The Wood Mackenzie Energy Transition Outlook report analyses four different pathways for the energy and natural resources sector: Wood Mackenzie’s base case (2.5 degrees), country pledges scenario (2 degrees), net-zero 2050 scenario (1.5 degrees), and delayed transition scenario (3 degrees).

Key findings:

“A string of shocks to global markets threaten to derail the progress in a decade pivotal to the energy transition. From the unresolved war between Russia and Ukraine to an escalated conflict in the Middle East, as well as rising populism in Europe and global trade tensions with China, the energy transition is in a precarious place and 2030 emissions reduction targets are slipping out of hand,” said Prakash Sharma, vice president, head of scenarios and technologies for Wood Mackenzie. “However, there is still time for the world to reach net-zero emissions by 2050 – provided decisive action is taken now.

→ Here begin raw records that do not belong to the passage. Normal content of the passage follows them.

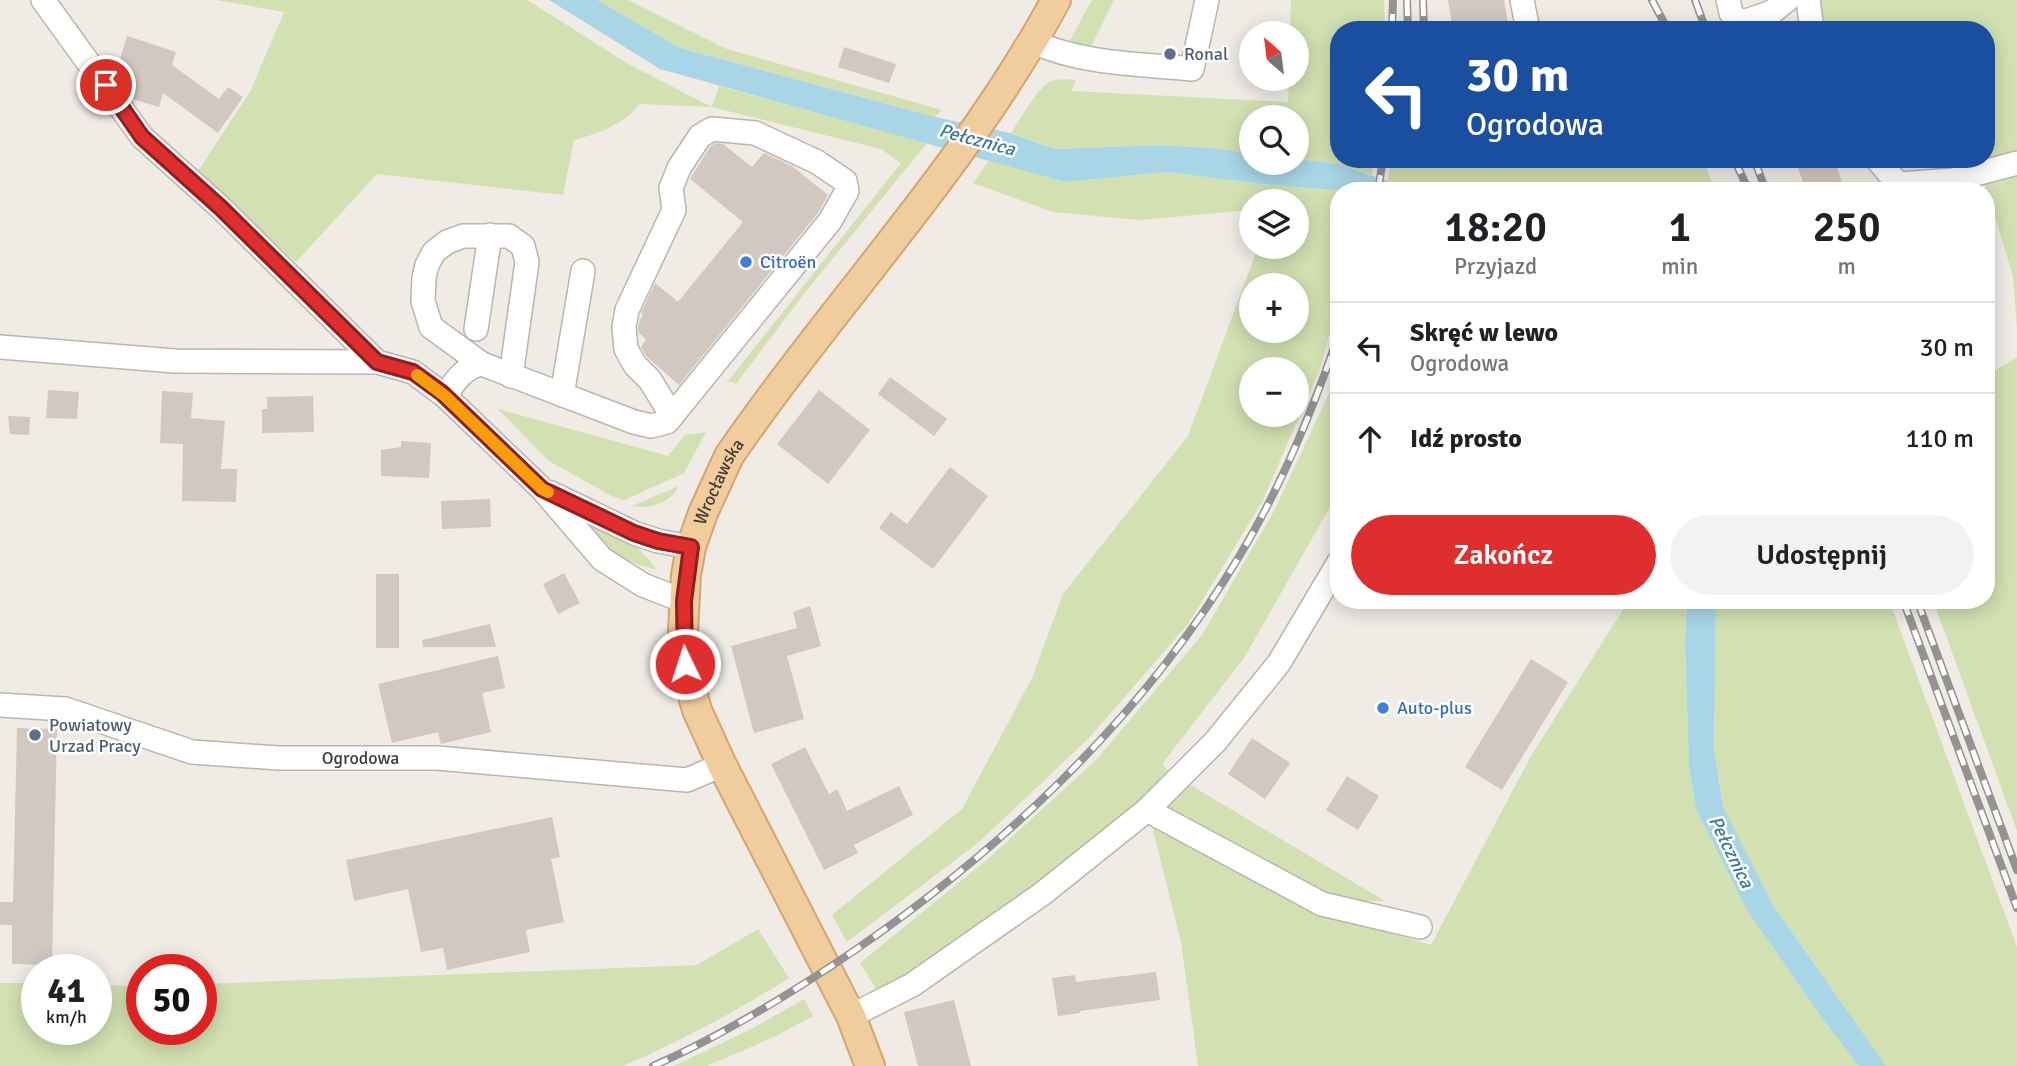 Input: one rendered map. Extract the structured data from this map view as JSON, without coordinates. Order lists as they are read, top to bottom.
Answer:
{
  "streets": {
    "main road": ["Wrocławska"],
    "street": ["Ogrodowa"]
  },
  "crossings": [
    ["Wrocławska", "Ogrodowa"]
  ],
  "water": ["Pełcznica"],
  "places": [
    "Ronal",
    "Citroën",
    "Auto-plus",
    "Powiatowy Urzad Pracy"
  ],
  "north": "top left",
  "page": {
    "map_buttons": ["+", "−"],
    "turn": ["30 m", "Ogrodowa"],
    "eta": [
      "18:20",
      "Przyjazd",
      "1",
      "min",
      "250",
      "m"
    ],
    "list": [
      {
        "name": "Skręć w lewo",
        "note": "Ogrodowa",
        "value": "30 m"
      },
      {
        "name": "Idź prosto",
        "value": "110 m"
      }
    ],
    "buttons": ["Zakończ", "Udostępnij"],
    "speed": "41 km/h",
    "limit": "50"
  }
}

Failure to do so risks putting even a 2 ˚C goal out of reach, potentially increasing warming to 2.5 ˚C – 3 ˚C trajectory.

Some of the key findings:

  • $78 trillion of cumulative investment is-required across the power supply, grid infrastructure, critical minerals, and emerging technologies and upstream to meet Paris Agreement goals.
  • Globally, energy demand is growing strongly due to rising incomes, population, and the emergence of new sources of demand, including data centers and transport electrification.
  • Strong renewables growth is a certainty and will continue under all scenarios modeled in this update. Renewables capacity will grow two-fold by 2030 in the base case, short of the global pledge made at COP 28 to triple renewables by 2030.
  • Oil and gas are projected to continue playing a role in the global energy system by 2050.
  • Innovation will improve the commerciality of carbon capture and low-carbon hydrogen and derivatives, driving uptake to 6 Btpa and 0.45 Btpa by 2050.
  • Policy is crucial to helping unlock demand for new technologies and increase capital flow into all segments, including supply chains and critical minerals.

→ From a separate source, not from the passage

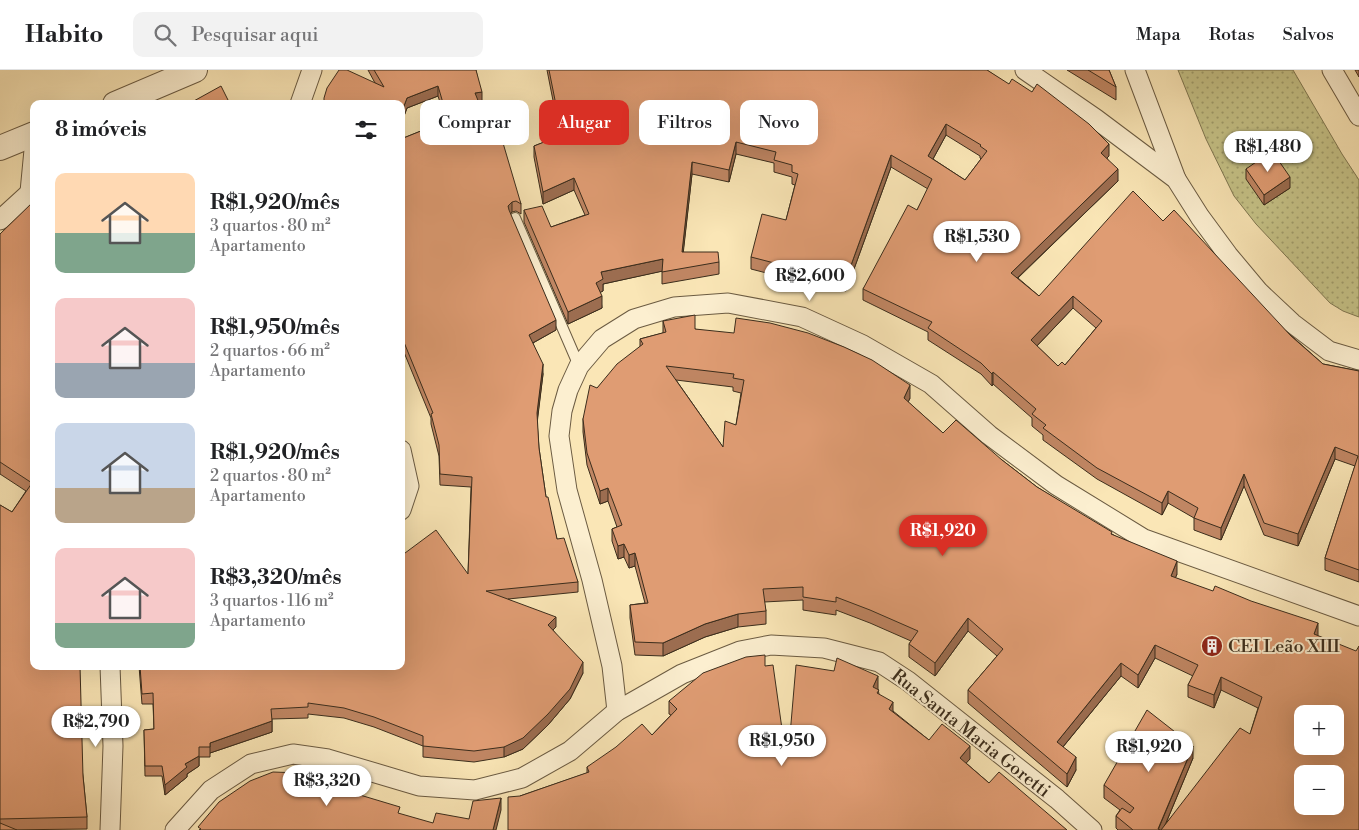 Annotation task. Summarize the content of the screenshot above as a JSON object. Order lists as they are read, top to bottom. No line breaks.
{"streets":{"street":["Rua Santa Maria Goretti"]},"places":{"building":["CEI Leão XIII"]},"page":{"header":"Habito","search":"Pesquisar aqui","nav":["Mapa","Rotas","Salvos"],"chip":["Comprar","Alugar","Filtros","Novo"],"heading":"8 imóveis","price":["R$1,480","R$1,530","R$2,600","R$1,920","R$2,790","R$1,950","R$1,920","R$3,320"],"list":[{"name":"R$1,920/mês","note":"3 quartos · 80 m² · Apartamento"},{"name":"R$1,950/mês","note":"2 quartos · 66 m² · Apartamento"},{"name":"R$1,920/mês","note":"2 quartos · 80 m² · Apartamento"},{"name":"R$3,320/mês","note":"3 quartos · 116 m² · Apartamento"}],"map_buttons":["+","−"]}}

“We are under no illusion as to how challenging the net-zero transition will be, given the fact that fossil fuels are widely available, cost-competitive, and deeply embedded in today’s complex energy system,” said Sharma. “A carbon price may be the most effective way to drive emissions reduction but it’s hard to see it coming together in a polarised environment. We believe that these challenges are overcome with policy certainty and global cooperation to double annual investments in energy supply to $3.5 trillion by 2050 in our net-zero scenario.”

The pathways:

As per the Wood Mackenzie report, electrification is the accelerated route to energy efficiency and peak emissions.

The electrification of the energy system is the central plank of the energy transition. In the company’s base case, displacing fossil fuels with more energy-efficient electricity leads to global emissions peaking in 2027 and subsequently falling by 35% through 2050.

Global final energy demand is projected to grow by up to 14% by 2050. For emerging economies with rising populations and prosperity, growth is 45%, whereas demand in developed economies peaks in the early 2030s and enters a decline. The reshoring of manufacturing (supply chains, cleantech, semi-conductor chips), green hydrogen, and electric vehicles support demand growth, particularly in the US and Europe. Artificial intelligence and the build-out of data centers are new growth sectors, increasing electricity consumption from 500 TWh in 2023 to up to 4,500 TWh by 2050.

“While electrification is at the heart of energy security, the quick expansion of electricity supply is often constrained by transmission infrastructure which takes time to permit and build,” said Sharma. “Recognising these challenges, we modeled different electrification rates in our energy modeling. Electricity’s share of final energy demand steadily rises from 23% today to 35% by 2050 in our base case. And, in an accelerated transition such as our net zero scenario, the share of electricity increases to 55% by 2050.”

The share of solar and wind in global power supply increased from 4.5% in 2015 to 17% in 2024. Strong renewables growth is a certainty in the energy transition, and this will continue under all scenarios modeled in this update. Renewables capacity will grow two-fold by 2030 in the base case, short of the global pledge made at COP28 to triple renewables by 2030.

Solar is the biggest contributor to renewable electricity, followed by wind, nuclear (including large and small reactors), and hydro. Together, renewables’ share rises from 41% today to up to 58% by 2030 and up to 90% by 2050, depending on the scenario. “But any number of challenges – from the supply chain, critical minerals supply, permitting, and power grid expansion – could dampen aspirations for renewables capacity,” said Sharma.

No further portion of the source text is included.